START RECORD EXCERPTS

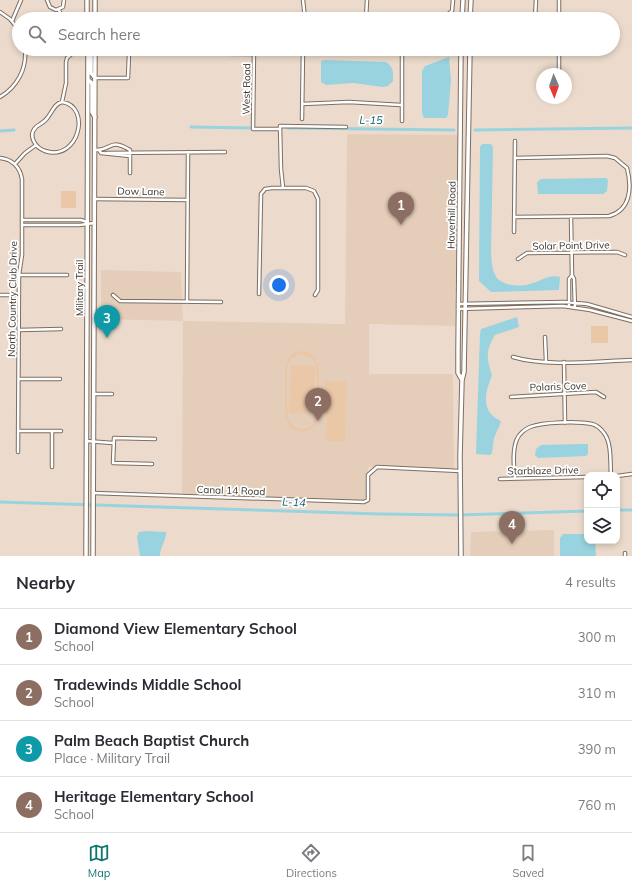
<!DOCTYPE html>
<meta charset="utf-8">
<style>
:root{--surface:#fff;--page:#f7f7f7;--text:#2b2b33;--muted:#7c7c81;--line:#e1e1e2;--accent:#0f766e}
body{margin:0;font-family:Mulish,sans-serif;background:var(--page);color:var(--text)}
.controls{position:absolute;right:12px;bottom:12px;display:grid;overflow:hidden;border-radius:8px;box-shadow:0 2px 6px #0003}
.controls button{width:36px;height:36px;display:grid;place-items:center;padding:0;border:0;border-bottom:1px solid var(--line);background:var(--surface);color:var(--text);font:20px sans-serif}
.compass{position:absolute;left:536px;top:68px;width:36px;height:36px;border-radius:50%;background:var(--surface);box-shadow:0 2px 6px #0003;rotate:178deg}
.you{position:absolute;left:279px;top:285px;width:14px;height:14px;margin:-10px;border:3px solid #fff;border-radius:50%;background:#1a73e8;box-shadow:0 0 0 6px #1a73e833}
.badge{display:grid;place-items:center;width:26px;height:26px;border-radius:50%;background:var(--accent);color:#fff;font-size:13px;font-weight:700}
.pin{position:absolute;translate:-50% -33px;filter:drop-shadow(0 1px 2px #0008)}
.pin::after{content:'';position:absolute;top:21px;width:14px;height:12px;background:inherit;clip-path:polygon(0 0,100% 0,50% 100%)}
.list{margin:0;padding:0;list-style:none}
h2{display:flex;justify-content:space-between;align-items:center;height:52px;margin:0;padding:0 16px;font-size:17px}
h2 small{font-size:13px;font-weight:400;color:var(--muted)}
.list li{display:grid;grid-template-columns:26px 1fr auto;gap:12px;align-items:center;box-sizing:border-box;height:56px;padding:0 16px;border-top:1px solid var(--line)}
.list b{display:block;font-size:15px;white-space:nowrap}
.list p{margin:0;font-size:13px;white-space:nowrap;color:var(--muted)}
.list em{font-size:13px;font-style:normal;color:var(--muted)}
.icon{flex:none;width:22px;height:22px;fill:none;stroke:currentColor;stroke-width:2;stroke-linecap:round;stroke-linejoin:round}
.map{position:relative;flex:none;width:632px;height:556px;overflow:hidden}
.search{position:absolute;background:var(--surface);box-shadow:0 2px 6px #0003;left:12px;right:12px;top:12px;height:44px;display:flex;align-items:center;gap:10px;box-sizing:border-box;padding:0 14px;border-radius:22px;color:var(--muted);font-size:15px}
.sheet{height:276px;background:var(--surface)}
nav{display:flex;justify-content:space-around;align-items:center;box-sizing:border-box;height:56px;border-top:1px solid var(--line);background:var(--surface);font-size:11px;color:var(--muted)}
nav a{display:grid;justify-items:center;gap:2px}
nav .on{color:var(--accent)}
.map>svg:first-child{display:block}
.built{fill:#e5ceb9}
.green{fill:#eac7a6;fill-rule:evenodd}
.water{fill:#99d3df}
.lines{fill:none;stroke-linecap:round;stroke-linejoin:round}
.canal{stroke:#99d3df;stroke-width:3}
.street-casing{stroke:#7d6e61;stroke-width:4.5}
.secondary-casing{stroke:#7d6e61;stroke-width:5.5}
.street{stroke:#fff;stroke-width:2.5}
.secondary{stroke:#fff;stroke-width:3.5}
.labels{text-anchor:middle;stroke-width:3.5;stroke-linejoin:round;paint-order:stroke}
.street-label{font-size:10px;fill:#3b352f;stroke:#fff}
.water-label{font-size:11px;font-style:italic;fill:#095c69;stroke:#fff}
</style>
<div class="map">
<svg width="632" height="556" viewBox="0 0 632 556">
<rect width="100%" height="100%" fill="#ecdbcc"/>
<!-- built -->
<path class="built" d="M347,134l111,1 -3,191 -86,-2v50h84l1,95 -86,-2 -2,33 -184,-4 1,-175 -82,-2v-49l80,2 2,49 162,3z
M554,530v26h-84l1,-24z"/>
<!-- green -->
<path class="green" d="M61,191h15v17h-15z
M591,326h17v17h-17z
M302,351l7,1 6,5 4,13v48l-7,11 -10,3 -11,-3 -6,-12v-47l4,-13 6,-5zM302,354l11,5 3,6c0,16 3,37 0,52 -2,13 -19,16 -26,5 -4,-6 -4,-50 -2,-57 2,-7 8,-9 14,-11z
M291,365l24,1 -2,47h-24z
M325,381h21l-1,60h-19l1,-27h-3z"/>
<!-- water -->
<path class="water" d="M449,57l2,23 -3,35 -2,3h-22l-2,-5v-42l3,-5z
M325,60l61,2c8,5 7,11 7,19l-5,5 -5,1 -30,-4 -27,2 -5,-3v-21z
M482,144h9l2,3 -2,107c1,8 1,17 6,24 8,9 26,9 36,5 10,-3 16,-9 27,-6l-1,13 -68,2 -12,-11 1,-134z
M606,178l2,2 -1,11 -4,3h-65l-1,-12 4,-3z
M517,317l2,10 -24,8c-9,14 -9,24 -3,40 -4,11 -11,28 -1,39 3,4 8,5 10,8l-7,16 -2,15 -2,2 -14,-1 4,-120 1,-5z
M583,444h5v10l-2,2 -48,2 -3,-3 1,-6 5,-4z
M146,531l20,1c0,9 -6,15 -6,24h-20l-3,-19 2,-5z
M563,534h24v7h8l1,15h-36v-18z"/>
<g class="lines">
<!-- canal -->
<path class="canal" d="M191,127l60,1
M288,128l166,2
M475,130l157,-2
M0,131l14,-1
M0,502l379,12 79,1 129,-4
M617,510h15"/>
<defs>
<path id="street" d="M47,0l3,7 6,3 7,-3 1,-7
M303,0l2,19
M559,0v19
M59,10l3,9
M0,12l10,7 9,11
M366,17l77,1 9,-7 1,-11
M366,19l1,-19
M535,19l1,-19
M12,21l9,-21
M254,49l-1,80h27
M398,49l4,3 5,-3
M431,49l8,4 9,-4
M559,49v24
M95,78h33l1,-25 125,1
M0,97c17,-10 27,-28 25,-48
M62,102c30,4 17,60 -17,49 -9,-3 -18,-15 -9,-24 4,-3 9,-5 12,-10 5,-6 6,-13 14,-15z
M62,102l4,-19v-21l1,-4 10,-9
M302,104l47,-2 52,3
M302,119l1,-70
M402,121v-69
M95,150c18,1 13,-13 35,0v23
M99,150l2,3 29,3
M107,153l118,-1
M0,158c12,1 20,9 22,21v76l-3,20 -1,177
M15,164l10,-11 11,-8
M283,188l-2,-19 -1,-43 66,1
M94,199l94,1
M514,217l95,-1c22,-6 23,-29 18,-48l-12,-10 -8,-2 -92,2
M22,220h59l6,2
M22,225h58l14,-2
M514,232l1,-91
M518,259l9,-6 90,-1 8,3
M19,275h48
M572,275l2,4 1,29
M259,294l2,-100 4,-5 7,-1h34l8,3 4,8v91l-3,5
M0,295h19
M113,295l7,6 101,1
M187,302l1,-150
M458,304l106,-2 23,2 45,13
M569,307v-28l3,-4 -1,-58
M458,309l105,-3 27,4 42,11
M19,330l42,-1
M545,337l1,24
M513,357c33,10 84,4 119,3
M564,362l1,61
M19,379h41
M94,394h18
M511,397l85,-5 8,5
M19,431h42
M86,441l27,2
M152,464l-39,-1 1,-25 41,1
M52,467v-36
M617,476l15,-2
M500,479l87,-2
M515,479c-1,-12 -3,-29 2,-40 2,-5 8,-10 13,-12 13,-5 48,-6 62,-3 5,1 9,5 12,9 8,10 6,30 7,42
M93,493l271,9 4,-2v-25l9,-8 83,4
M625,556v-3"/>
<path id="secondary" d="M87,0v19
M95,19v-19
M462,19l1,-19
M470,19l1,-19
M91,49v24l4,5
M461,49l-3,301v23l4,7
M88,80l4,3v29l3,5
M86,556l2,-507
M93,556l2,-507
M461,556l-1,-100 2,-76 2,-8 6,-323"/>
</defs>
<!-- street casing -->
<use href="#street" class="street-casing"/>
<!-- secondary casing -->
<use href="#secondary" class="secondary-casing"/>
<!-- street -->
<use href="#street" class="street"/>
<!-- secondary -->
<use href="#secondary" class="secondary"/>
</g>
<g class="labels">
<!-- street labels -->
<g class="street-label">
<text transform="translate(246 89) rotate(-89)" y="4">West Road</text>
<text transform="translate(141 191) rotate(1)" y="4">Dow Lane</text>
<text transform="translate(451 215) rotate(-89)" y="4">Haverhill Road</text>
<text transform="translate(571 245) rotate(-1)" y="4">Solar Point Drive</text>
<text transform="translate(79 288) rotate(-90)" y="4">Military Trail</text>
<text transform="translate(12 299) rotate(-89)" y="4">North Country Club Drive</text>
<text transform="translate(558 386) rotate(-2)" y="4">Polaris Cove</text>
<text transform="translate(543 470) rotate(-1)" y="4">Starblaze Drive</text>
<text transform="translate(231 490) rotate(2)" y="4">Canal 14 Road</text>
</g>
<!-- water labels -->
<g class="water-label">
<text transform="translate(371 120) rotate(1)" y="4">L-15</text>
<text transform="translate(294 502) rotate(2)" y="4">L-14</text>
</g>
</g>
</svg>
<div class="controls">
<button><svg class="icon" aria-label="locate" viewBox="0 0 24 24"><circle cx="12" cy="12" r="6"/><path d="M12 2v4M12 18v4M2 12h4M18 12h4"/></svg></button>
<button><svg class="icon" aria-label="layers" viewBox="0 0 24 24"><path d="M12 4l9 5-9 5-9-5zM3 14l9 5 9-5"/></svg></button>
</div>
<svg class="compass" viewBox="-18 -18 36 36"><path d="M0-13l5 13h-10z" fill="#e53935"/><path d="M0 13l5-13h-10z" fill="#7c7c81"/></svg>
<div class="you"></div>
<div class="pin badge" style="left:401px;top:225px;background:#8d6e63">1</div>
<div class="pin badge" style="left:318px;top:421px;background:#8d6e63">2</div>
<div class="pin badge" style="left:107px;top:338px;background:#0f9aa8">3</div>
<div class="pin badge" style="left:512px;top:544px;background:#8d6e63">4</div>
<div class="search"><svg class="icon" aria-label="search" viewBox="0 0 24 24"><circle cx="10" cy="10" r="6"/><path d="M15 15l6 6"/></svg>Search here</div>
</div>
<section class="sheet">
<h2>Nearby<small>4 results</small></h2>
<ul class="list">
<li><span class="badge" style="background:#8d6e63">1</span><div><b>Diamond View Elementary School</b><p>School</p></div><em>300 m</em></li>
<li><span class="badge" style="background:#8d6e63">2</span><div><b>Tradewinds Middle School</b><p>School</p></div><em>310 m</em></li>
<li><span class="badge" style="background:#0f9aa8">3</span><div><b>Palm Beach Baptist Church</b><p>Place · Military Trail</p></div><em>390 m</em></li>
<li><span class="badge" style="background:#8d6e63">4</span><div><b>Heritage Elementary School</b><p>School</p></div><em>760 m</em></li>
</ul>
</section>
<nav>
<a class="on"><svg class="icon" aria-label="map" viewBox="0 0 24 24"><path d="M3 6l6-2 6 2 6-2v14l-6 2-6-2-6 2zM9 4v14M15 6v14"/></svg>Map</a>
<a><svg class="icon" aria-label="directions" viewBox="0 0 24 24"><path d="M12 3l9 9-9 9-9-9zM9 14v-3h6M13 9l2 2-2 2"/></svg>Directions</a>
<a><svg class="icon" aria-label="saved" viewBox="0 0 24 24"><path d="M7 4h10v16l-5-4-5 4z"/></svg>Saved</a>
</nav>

END RECORD EXCERPTS

TASK STATEMENT >> Could you report all lines of the listing that hold "serif"?

RESPONSE BELOW >>
body{margin:0;font-family:Mulish,sans-serif;background:var(--page);color:var(--text)}
.controls button{width:36px;height:36px;display:grid;place-items:center;padding:0;border:0;border-bottom:1px solid var(--line);background:var(--surface);color:var(--text);font:20px sans-serif}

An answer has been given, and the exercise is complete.